Wie weit sind Sie eigentlich mit Ihren guten Vorsätzen fürs Neue Jahr gekommen? Vielleicht haben Sie sich wie viele andere auch vorgenommen, Ihre vermeintlichen Problemzonen anzugehen? Sich nicht wohl im oder mit dem eigenen Körper zu fühlen, das kennen viele. Doch wie ist es, wenn man ein Mal im Gesicht hat, auf das andere immer als erstes starren oder sich als kleiner Junge wie ein Mädchen fühlt? Nah dran hat in der ersten Ausgabe des Jahres diese Themen ...

Der fatale erste Eindruck

Leben mit einem Feuermal.
Das Mal will Frank Frydrych loswerden. Bildrechte: MITTELDEUTSCHER RUNDFUNK

Frank Frydrych kennt sie gut, die Blicke, die sagen: Was hat der denn da im Gesicht? Er kam mit einem Feuermal zur Welt, mit dem Erwachsenwerden wuchs auch das Mal. Für ihn gehörte es zu seinem Körper, aber für Fremde war es ein Makel. Und das verunsicherte Frank zusehends.

Auch wenn er weiß: Es gibt Menschen, die darauf nicht achten, die einen zweiten Blick zulassen, die ihn nicht verurteilen – er will das Mal loswerden. Mit einem Laser könnte das gehen – doch das verursacht große Schmerzen.
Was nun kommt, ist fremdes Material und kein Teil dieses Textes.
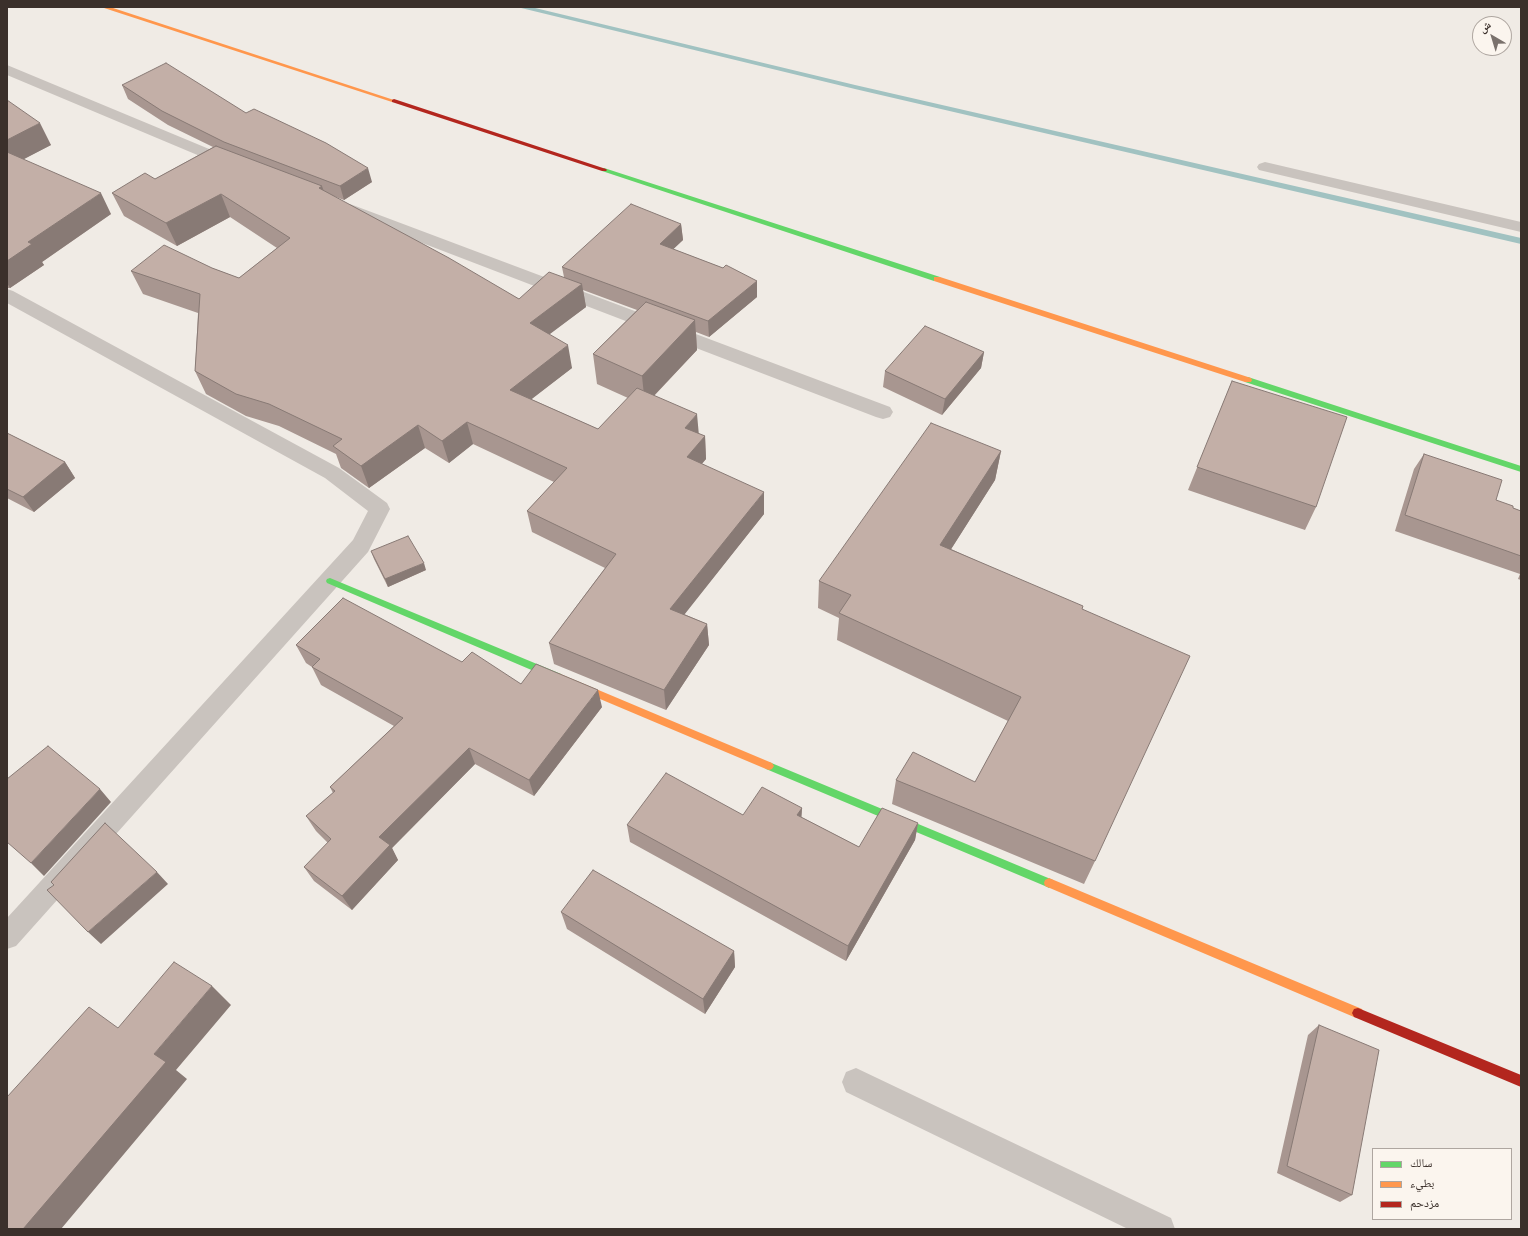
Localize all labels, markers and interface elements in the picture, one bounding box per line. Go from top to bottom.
north arrow [1472,16,1512,56]
text: ش [1476,18,1494,36]
legend [1372,1148,1512,1220]
text: سالك [1410,1156,1432,1170]
text: بطيء [1410,1176,1434,1190]
text: مزدحم [1410,1196,1439,1210]

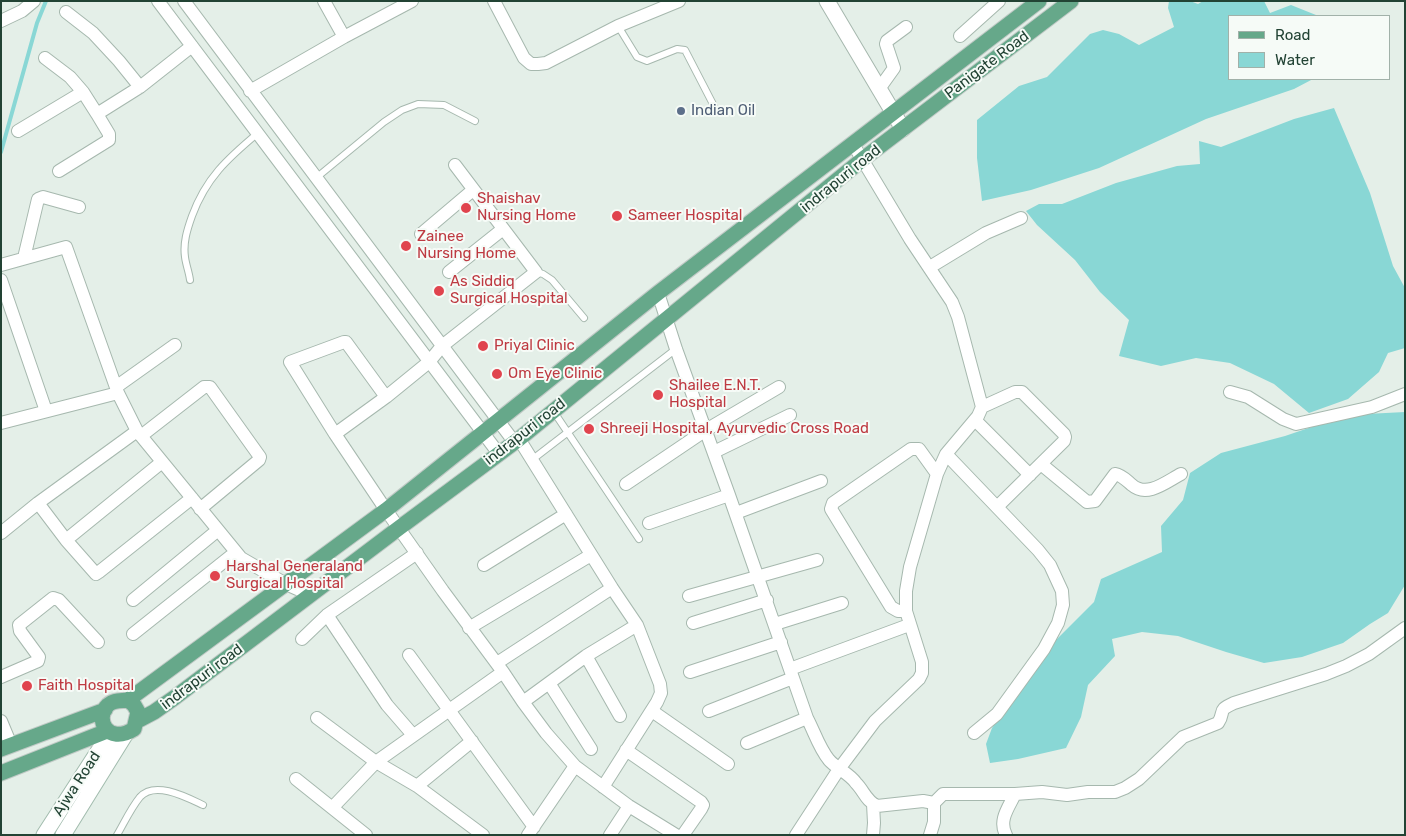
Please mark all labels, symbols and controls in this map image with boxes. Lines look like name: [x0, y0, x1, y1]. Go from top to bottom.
legend: [1228, 15, 1391, 80]
text: Road: [1275, 26, 1311, 44]
street label: Panigate Road: [941, 27, 1033, 103]
text: Water: [1275, 51, 1315, 69]
place label: Indian Oil: [691, 102, 755, 120]
marker: Indian Oil: [675, 105, 687, 117]
street label: indrapuri road: [797, 141, 885, 217]
place label: Shaishav Nursing Home: [477, 190, 576, 225]
marker: Shaishav Nursing Home: [459, 201, 473, 215]
place label: Sameer Hospital: [628, 207, 742, 225]
marker: Sameer Hospital: [610, 209, 624, 223]
place label: Zainee Nursing Home: [417, 228, 516, 263]
marker: Zainee Nursing Home: [399, 239, 413, 253]
place label: As Siddiq Surgical Hospital: [450, 273, 568, 308]
marker: As Siddiq Surgical Hospital: [432, 284, 446, 298]
place label: Priyal Clinic: [494, 337, 575, 355]
marker: Priyal Clinic: [476, 339, 490, 353]
place label: Om Eye Clinic: [508, 365, 602, 383]
marker: Om Eye Clinic: [490, 367, 504, 381]
place label: Shailee E.N.T. Hospital: [669, 377, 761, 412]
marker: Shailee E.N.T. Hospital: [651, 388, 665, 402]
street label: indrapuri road: [481, 395, 569, 469]
place label: Shreeji Hospital, Ayurvedic Cross Road: [600, 420, 869, 438]
marker: Shreeji Hospital, Ayurvedic Cross Road: [582, 422, 596, 436]
place label: Harshal Generaland Surgical Hospital: [226, 558, 363, 593]
marker: Harshal Generaland Surgical Hospital: [208, 569, 222, 583]
street label: indrapuri road: [158, 640, 246, 714]
place label: Faith Hospital: [38, 677, 134, 695]
marker: Faith Hospital: [20, 679, 34, 693]
street label: Ajwa Road: [49, 748, 105, 820]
Wenn Frauen mit ihrem Körper hadern

Wenn Frauen mit ihrem Körper hadern
Immer noch was auszusetzen? Bildrechte: MITTELDEUTSCHER RUNDFUNK

Dass Antje Hansmann sich beim Bauchtanz freizügig zeigt und dabei kaum Scham empfindet – das war ein weiter Weg. Selbst als junges Mädchen hatte sie schon immer was auszusetzen an ihrem Körper, obwohl sie Model war.

Die Haut voller Bilder

Es fühlt sich an, als hätte heute fast jeder ein Tattoo. Ganz so ist es nicht, aber die Anzahl derer, die sich Bilder in ihre Haut stechen lassen, ist sprunghaft gestiegen. Model Ve Klauser hat unzählige und sie will noch mehr. Warum aber macht sie das überhaupt? Geht es um Selbstdarstellung? Das Abheben von der Masse? Tätowierer Klemens Spangenberg aus Saalfeld staunt selbt über den Boom, selbst Rentnerinnen kommen inzwischen zu ihm, um sich Abbilder ihrer Enkel in die Haut ritzen zu lassen.

Wenn Kinder glauben, im falschen Körper zu leben

Malou ist fünf Jahre alt, ein fröhliches und lebhaftes Mädchen. Biologisch ist sie aber ein Junge. Schon mit zwei Jahren begann sie zu äußern, dass sie sich anders fühlt. Sie suchte sich Mädchensachen aus, spielte mit Puppen, wollte lange Haare. Das ist bis heute so. Ganz offen erzählt sie davon, dass auch ihr Körper der eines Mädchens sein soll. Transidentität nennt das die Medizin – doch wie können Eltern und Freunde damit umgehen? Und wann wird der Wunsch nach einem anderen Körper medizinisch behandelt?

Schönheit als Last?

Nah dran 5 min
Bildrechte: MITTELDEUTSCHER RUNDFUNK

Schönste Frau über 50 in Deutschland: Evelyn Reißmann darf das von sich behaupten. Sie ist die aktuelle Miss 50+. Auch Sascha Sasse ist schön – sagt das Ergebnis der Mister Germany-Wahl. Er gewann den Wettbewerb. Beide wissen: Schön sein ist das eine, aber auch für eloquent, klug oder kompetent gehalten zu werden – das ist das andere. Nicht jeder traut ihnen tiefgründige Gespräche zu. Von der Schönheit als Last ...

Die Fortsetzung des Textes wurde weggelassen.